The past is not a perfect predictor of the future, but it's a reasonable starting point. In the past 70 years, real earnings per share for the S&P 500 have grown at just 2.8% annually. To this we might add another two percentage points for inflation, on an assumption that the Federal Reserve eventually gets the inflation rate it wants. This lifts long-term EPS growth to the neighbourhood of 5% in nominal terms.
Then there's the question of share repurchases, which are a major theoretical contributor toward EPS growth--perhaps three percentage points in the past 12 months alone. However, the practical, enduring benefit of widespread share repurchases is debatable. Much of the buyback spending merely offsets shares being issued to executives and employees, the full economic cost of which is not captured under current accounting rules (but--surprise--is fully deductible for tax purposes). Buybacks are also pro-cyclical in a value-destroying fashion: Companies buy in gobs of shares when cash is plentiful and stock prices are high, but in tough times, at least some of those shares wind up being sold to replenish capital at low prices. Perhaps buybacks are worth one or two percentage points of growth in addition to the historical average.

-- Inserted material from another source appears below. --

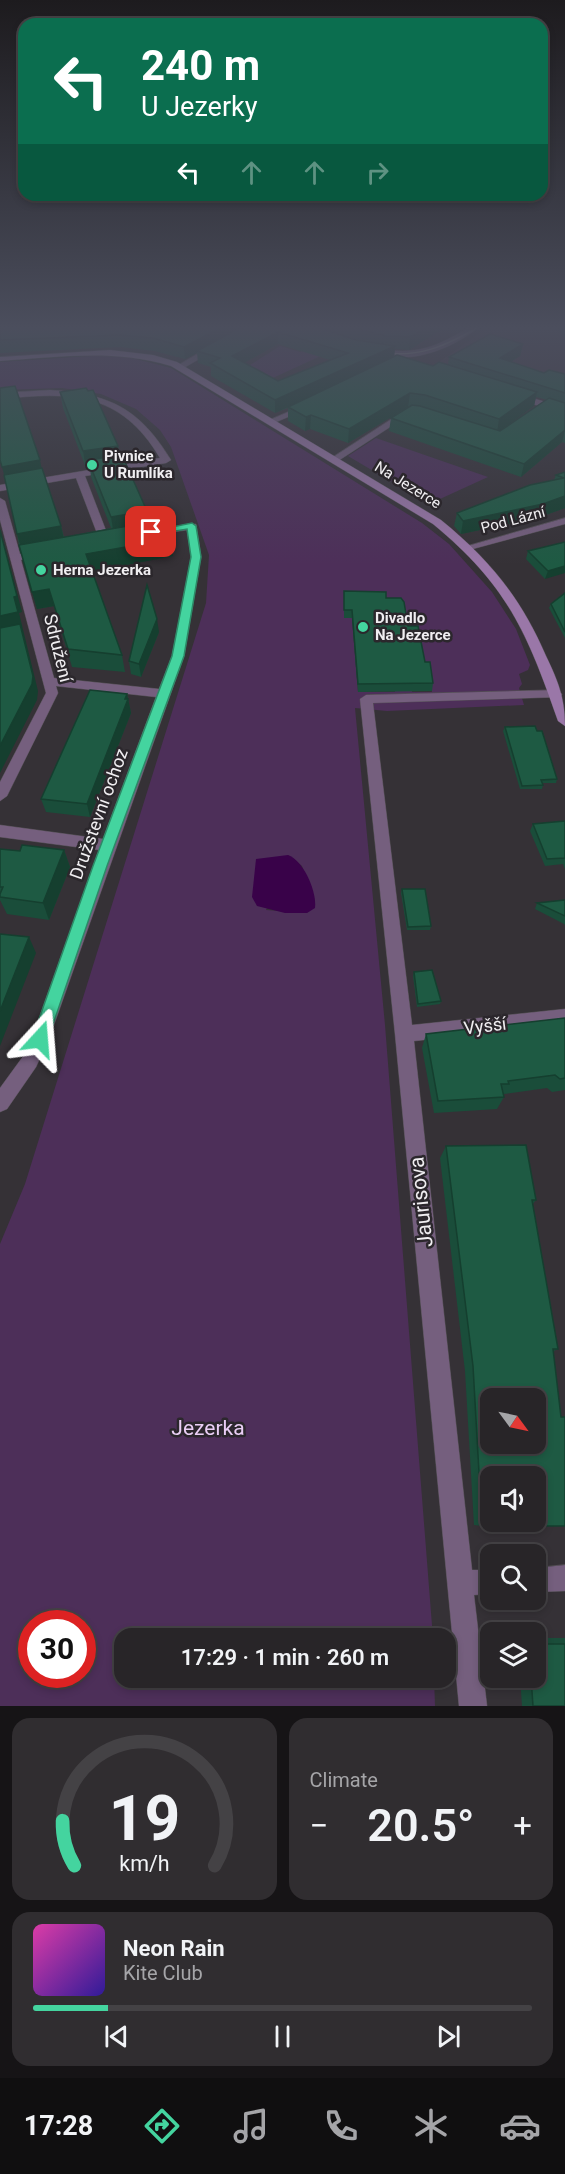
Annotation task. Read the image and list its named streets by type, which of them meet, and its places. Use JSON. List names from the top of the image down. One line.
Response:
{"streets":{"street":["Na Jezerce","Pod Lázní","Sdružení","Družstevní ochoz","Vyšší","Jaurisova"]},"crossings":[["Na Jezerce","Pod Lázní"],["Na Jezerce","Jaurisova"],["Vyšší","Jaurisova"]],"parks":["Jezerka"],"places":["Pivnice U Rumlíka","Herna Jezerka","Divadlo Na Jezerce"],"north":"bottom right","page":{"turn":["240 m","U Jezerky"],"limit":"30","trip":"17:29 · 1 min · 260 m","tile":"Climate","heat":["−","20.5°","+"],"song":["Neon Rain","Kite Club"],"tabs":"17:28","gauge":["19","km/h"]}}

However, unfavourable demographics alone might knock a percentage point off this figure, as retiring baby boomers trim their spending. Weak productivity growth is another problem; so is the nascent downtrend from a peak in corporate profit margins. A lot of buybacks have been financed by borrowing rather than excess free cash flow, highlighting the unsustainability of recent repurchases.
Furthermore, for most of market history, corporations increased their earnings per share by investing retained earnings in expansion. Why should we assume that earnings not paid out as dividends will earn higher returns through buybacks--let alone at today's lofty valuations--than old-fashioned investments in property, plant, equipment and inventories would have? I'm not sure we should credit the future EPS growth profile of the S&P 500 with any credit for buybacks at all, in which case even 5% might be an optimistic figure. (I plan to investigate this line of thought in further detail in the months ahead.)

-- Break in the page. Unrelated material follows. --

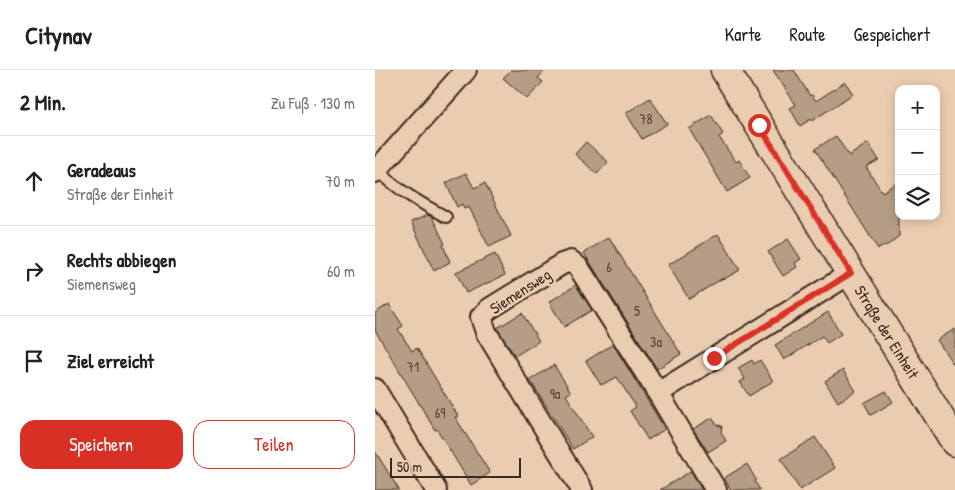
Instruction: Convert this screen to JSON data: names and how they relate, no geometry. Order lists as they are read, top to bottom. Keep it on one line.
{"streets":{"street":["Siemensweg","Straße der Einheit"]},"house_numbers":["78","6","5","3a","71","9a","69"],"scale_bar":"50 m","page":{"header":"Citynav","nav":["Karte","Route","Gespeichert"],"heading":["2 Min.","Zu Fuß · 130 m"],"map_buttons":["+","−"],"list":[["Geradeaus","Straße der Einheit","70 m"],["Rechts abbiegen","Siemensweg","60 m"],"Ziel erreicht"],"buttons":["Speichern","Teilen"],"scale":"50 m"}}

The saddest part of this story is that the rise in payout ratios has not been accompanied by much improvement in dividend yields. A historically normal dividend growth rate of 5% would be fine in the context of a 4% dividend yield, which was the S&P 500 average from 1945 through 1995. But with today's market yield barely above 2%, a reversion to normal dividend growth spells weak total returns for years to come.